Exercise requirements: Down to the final line, write out the material beneath exactly, without pictures.

Dataset excerpt:

────────

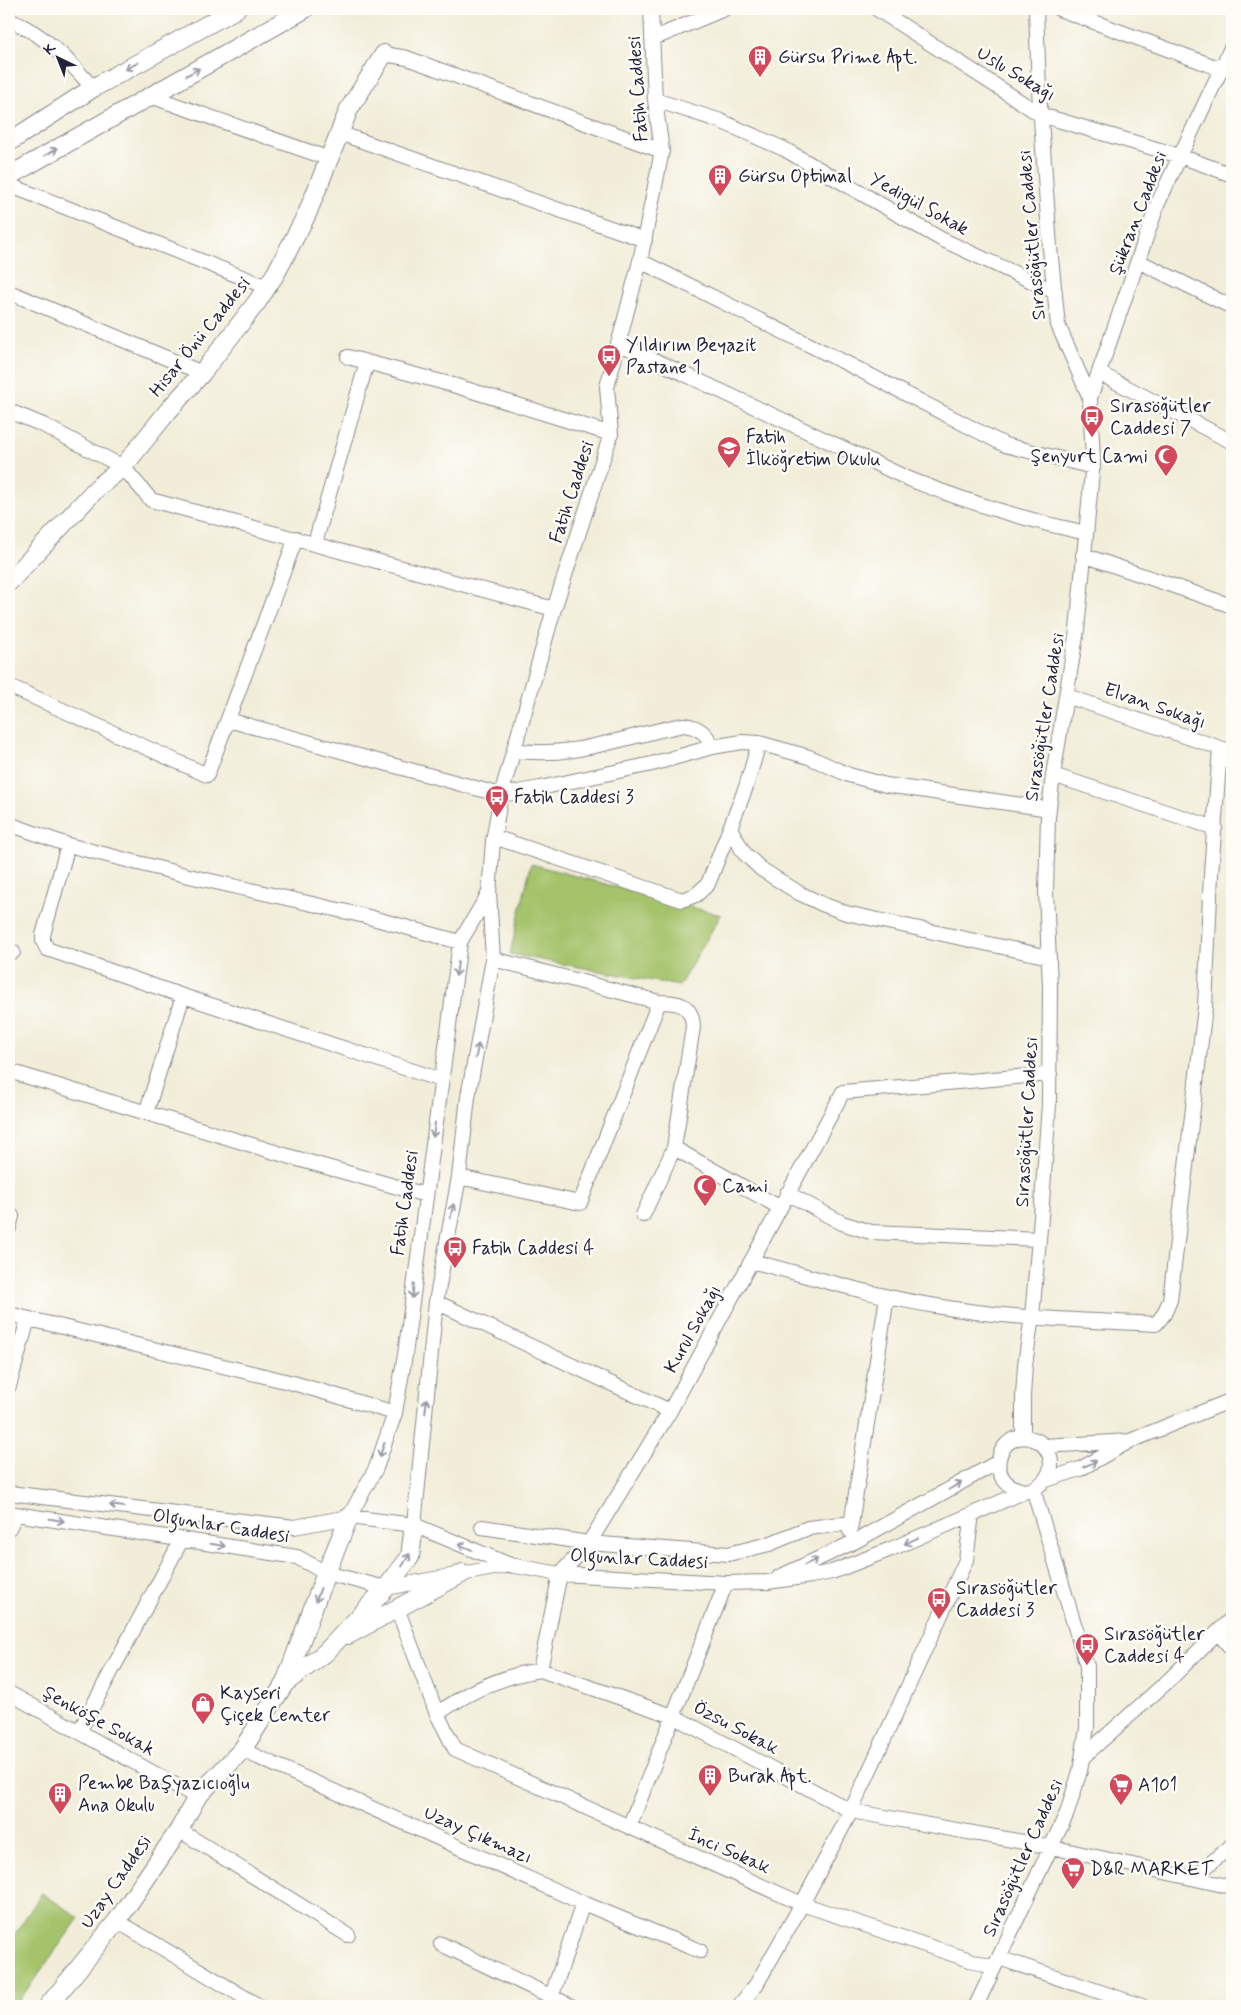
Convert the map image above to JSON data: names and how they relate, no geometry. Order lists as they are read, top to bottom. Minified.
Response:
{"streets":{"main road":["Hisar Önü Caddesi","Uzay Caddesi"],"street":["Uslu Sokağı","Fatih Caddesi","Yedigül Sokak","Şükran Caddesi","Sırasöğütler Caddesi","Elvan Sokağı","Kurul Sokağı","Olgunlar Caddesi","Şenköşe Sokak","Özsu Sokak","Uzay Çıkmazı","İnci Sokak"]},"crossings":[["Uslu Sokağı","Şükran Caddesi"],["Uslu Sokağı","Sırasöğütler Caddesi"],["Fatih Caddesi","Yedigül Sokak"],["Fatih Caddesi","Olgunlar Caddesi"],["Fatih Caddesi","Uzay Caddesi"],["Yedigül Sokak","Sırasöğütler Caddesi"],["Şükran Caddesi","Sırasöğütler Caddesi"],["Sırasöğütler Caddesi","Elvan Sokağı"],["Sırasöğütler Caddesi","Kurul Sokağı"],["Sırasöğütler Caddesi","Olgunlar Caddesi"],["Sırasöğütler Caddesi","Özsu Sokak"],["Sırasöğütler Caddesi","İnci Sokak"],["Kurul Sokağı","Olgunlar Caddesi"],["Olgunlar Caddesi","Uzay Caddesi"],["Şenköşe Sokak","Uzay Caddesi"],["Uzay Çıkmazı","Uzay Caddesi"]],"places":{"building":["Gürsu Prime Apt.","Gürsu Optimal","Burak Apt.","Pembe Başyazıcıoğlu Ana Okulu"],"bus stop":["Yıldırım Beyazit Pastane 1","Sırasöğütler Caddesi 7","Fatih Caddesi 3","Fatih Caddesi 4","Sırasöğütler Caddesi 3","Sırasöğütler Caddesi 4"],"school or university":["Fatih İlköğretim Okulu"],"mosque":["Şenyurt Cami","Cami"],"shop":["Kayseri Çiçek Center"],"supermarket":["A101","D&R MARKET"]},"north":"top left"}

────────

Written response:
Convert the map image above to JSON data: names and how they relate, no geometry. Order lists as they are read, top to bottom. Minified.
Response:
{"streets":{"main road":["Hisar Önü Caddesi","Uzay Caddesi"],"street":["Uslu Sokağı","Fatih Caddesi","Yedigül Sokak","Şükran Caddesi","Sırasöğütler Caddesi","Elvan Sokağı","Kurul Sokağı","Olgunlar Caddesi","Şenköşe Sokak","Özsu Sokak","Uzay Çıkmazı","İnci Sokak"]},"crossings":[["Uslu Sokağı","Şükran Caddesi"],["Uslu Sokağı","Sırasöğütler Caddesi"],["Fatih Caddesi","Yedigül Sokak"],["Fatih Caddesi","Olgunlar Caddesi"],["Fatih Caddesi","Uzay Caddesi"],["Yedigül Sokak","Sırasöğütler Caddesi"],["Şükran Caddesi","Sırasöğütler Caddesi"],["Sırasöğütler Caddesi","Elvan Sokağı"],["Sırasöğütler Caddesi","Kurul Sokağı"],["Sırasöğütler Caddesi","Olgunlar Caddesi"],["Sırasöğütler Caddesi","Özsu Sokak"],["Sırasöğütler Caddesi","İnci Sokak"],["Kurul Sokağı","Olgunlar Caddesi"],["Olgunlar Caddesi","Uzay Caddesi"],["Şenköşe Sokak","Uzay Caddesi"],["Uzay Çıkmazı","Uzay Caddesi"]],"places":{"building":["Gürsu Prime Apt.","Gürsu Optimal","Burak Apt.","Pembe Başyazıcıoğlu Ana Okulu"],"bus stop":["Yıldırım Beyazit Pastane 1","Sırasöğütler Caddesi 7","Fatih Caddesi 3","Fatih Caddesi 4","Sırasöğütler Caddesi 3","Sırasöğütler Caddesi 4"],"school or university":["Fatih İlköğretim Okulu"],"mosque":["Şenyurt Cami","Cami"],"shop":["Kayseri Çiçek Center"],"supermarket":["A101","D&R MARKET"]},"north":"top left"}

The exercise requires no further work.